Dear Dr. R.V. Shrink:
We have been traveling with our RV for a few years. We are usually gone from home 7 or 8 months. We live in Upstate New York and I prefer to leave right after color season. Unfortunately, my husband likes to leave right after Santa Claus. Every year we end up white knuckling our way south through some blizzard, ice storm or slushfest. By the time we make it to the sunbelt our rig looks like it was entered into a mud bog race. It never fails we have things break, rust and wear far more than any other travel time. Are we the only people stupid enough to travel in these weather conditions? How can I work out a compromise with my husband to leave earlier?
-- Empire State Ice Queen
No, you are not alone. Check any major north/south artery after Christmas and you will find a caravan of RV’s headed for the sunbelt. Family and tradition often keep people in the snowbank until the festivities are over. My advice would be to explore the methods used by others. Depending on budget, many leave early and travel home for the holidays. I know couples that split up for the holidays. One staying north until after New Years Eve. You are correct. Traveling in extreme weather is tough on an RV. Frigid temps often make things break instead of bend, freeze up, expand and burst, brine up and decay.
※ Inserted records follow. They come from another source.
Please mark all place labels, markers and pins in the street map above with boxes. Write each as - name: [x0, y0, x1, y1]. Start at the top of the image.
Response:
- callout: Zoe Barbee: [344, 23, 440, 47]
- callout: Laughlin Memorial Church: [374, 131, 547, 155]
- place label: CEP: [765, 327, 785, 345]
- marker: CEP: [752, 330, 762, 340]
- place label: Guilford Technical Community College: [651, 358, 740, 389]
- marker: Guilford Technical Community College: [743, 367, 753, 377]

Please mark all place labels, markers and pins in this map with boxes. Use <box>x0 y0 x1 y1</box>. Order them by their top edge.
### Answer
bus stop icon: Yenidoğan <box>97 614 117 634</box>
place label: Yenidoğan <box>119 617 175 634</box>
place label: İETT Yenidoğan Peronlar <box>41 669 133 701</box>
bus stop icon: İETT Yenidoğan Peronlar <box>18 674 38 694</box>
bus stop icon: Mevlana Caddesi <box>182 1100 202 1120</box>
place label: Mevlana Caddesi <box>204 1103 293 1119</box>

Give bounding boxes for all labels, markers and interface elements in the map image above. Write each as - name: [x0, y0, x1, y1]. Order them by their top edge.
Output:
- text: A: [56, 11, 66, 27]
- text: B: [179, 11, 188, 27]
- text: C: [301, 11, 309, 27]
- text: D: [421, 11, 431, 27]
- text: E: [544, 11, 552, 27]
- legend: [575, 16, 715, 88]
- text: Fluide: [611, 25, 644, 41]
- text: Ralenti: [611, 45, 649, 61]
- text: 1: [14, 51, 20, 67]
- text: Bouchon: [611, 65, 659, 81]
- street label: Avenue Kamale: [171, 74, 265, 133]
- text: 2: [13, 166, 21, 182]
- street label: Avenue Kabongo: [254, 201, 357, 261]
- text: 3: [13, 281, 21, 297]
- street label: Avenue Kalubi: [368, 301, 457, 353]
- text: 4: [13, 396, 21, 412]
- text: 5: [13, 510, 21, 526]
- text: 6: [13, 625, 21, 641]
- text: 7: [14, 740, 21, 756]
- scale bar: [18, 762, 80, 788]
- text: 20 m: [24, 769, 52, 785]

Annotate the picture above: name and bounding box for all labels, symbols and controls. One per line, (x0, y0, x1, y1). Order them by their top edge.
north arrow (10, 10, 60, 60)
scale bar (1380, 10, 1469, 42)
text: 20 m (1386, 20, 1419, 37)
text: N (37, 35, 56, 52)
I recommend that owners driving through such conditions make a point to get a thorough washing once out of the quagmire. Spending time or money to have your rig completely winterized in the fall should prevent broken plumbing. Even though I completely blow out my water system, I always use RV anti-freeze as an added insurance.
I know people that will make a fall tour ending in a southern clime, find a convenient storage facility and travel back home for a couple months.
Another thing I suggest is not putting yourself on a schedule. Using all the weather information available today, pick yourself a weather window and make a break for it. Weather.com has a commuter forecast site that works much like Mapquest. You dial in your route and it will give you a weather synopsis.
Here is another tip I learned the hard way. Be very careful which windshield washer fluid you choose. They are not all created equal. The trade name Prestone is almost synonymous with anti-freeze. You would think that a windshield wash would contain an anti-freezing agent. Not always so. Prestone Bug Wash will freeze solid as a rock in cold weather. Not only will you have no windshield wash as you are barreling through the slushfest, it can damage your reservoir, lines and pump. Read the fine print when buying fluids.
So I guess the bottom line in the compromise question might be an every-other-year solution. Stay late one year, leave early the next. If you can stand to be separated for a few weeks, split up and enjoy some alone time. Often pets are a problem when trying to work out this holiday travel solution. Sometimes it is easier for you and your family to celebrate Christmas early and make your getaway before you have to break out the blizzard blanket. It is never any fun trying to load an RV when it’s colder than a well diggers lunchbox.